Australian investors are looking for the next leg up after the recent 2012/13 rally appears to have run out of steam, stalling some 200 points below the ASX 200 peak of March this year. In fact, markets appear to have consolidated rather nicely, resting on strong support at current levels and a faint whiff of confidence still remaining from the excellent run we saw of previous months.

ASX 200 Daily Bar Chart
Click to enlarge

ASX 200 Looking For Direction

But there remains one problem: The Australian economy is faced with a lose-lose situation in the face of its two biggest influences –the dollar and commodities. Mining stocks in particular are poised to face revenue pressures regardless of the situation in a unique set of consequences ultimately out of their control.

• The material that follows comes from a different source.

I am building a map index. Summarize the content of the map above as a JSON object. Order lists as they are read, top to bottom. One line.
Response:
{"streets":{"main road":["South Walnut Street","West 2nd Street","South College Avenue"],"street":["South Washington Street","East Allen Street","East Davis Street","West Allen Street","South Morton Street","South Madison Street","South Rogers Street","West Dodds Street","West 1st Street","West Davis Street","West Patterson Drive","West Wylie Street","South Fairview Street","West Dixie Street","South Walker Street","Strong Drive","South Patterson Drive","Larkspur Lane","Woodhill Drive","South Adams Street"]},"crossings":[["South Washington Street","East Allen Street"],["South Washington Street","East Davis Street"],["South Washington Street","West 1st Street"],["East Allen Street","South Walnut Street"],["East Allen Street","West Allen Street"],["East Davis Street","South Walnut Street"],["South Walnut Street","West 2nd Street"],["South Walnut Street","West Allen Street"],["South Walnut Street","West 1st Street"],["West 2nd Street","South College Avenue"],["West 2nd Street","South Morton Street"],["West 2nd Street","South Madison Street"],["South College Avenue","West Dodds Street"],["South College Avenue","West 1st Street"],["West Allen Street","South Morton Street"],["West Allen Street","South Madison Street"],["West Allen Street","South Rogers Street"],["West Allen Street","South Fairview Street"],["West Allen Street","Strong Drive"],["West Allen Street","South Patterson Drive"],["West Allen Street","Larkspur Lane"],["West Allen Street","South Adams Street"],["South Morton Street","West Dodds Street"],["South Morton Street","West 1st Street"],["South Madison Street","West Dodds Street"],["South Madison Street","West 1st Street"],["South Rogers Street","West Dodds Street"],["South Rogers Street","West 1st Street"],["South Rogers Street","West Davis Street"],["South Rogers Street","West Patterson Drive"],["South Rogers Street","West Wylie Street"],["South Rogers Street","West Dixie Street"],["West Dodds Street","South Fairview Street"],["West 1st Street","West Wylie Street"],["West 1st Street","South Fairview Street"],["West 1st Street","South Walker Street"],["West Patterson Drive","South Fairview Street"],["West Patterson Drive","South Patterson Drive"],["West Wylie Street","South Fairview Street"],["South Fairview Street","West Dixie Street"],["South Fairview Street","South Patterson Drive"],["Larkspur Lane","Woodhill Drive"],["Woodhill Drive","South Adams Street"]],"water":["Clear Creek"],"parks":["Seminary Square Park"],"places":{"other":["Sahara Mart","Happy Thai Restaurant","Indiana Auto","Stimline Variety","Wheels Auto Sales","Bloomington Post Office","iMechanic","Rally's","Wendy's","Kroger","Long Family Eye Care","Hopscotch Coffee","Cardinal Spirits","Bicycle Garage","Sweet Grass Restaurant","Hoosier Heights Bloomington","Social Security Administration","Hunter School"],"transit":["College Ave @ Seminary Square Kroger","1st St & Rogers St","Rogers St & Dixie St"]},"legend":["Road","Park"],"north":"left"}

Cost Pressures Rising as Commodities Prices Fall: The fact that the Australian economic climate is dominated by currency movements and quantitative easing is not a new concept to most readers and investors with an understanding of major economic drivers. But the fact the Australian dollar remains expensive thanks to the fed’s constant drive to devalue the US dollar has meant that in the face of softening commodities prices, not only are Australian miners getting less per tonne of resources, their products are also more expensive in the eyes of their largest consumers. To top it all off, Australia remains by far the most expensive country in the world for any mining company to do business.

Such a situation paints a rather difficult future for the medium term outlook. With the Australian economy heavily leveraged to mining performance, the likelihood of a sustained rally higher is going to be difficult when other global economies are better positioned to benefit from lower interest rates and a comparatively more ‘affordable’ dollar.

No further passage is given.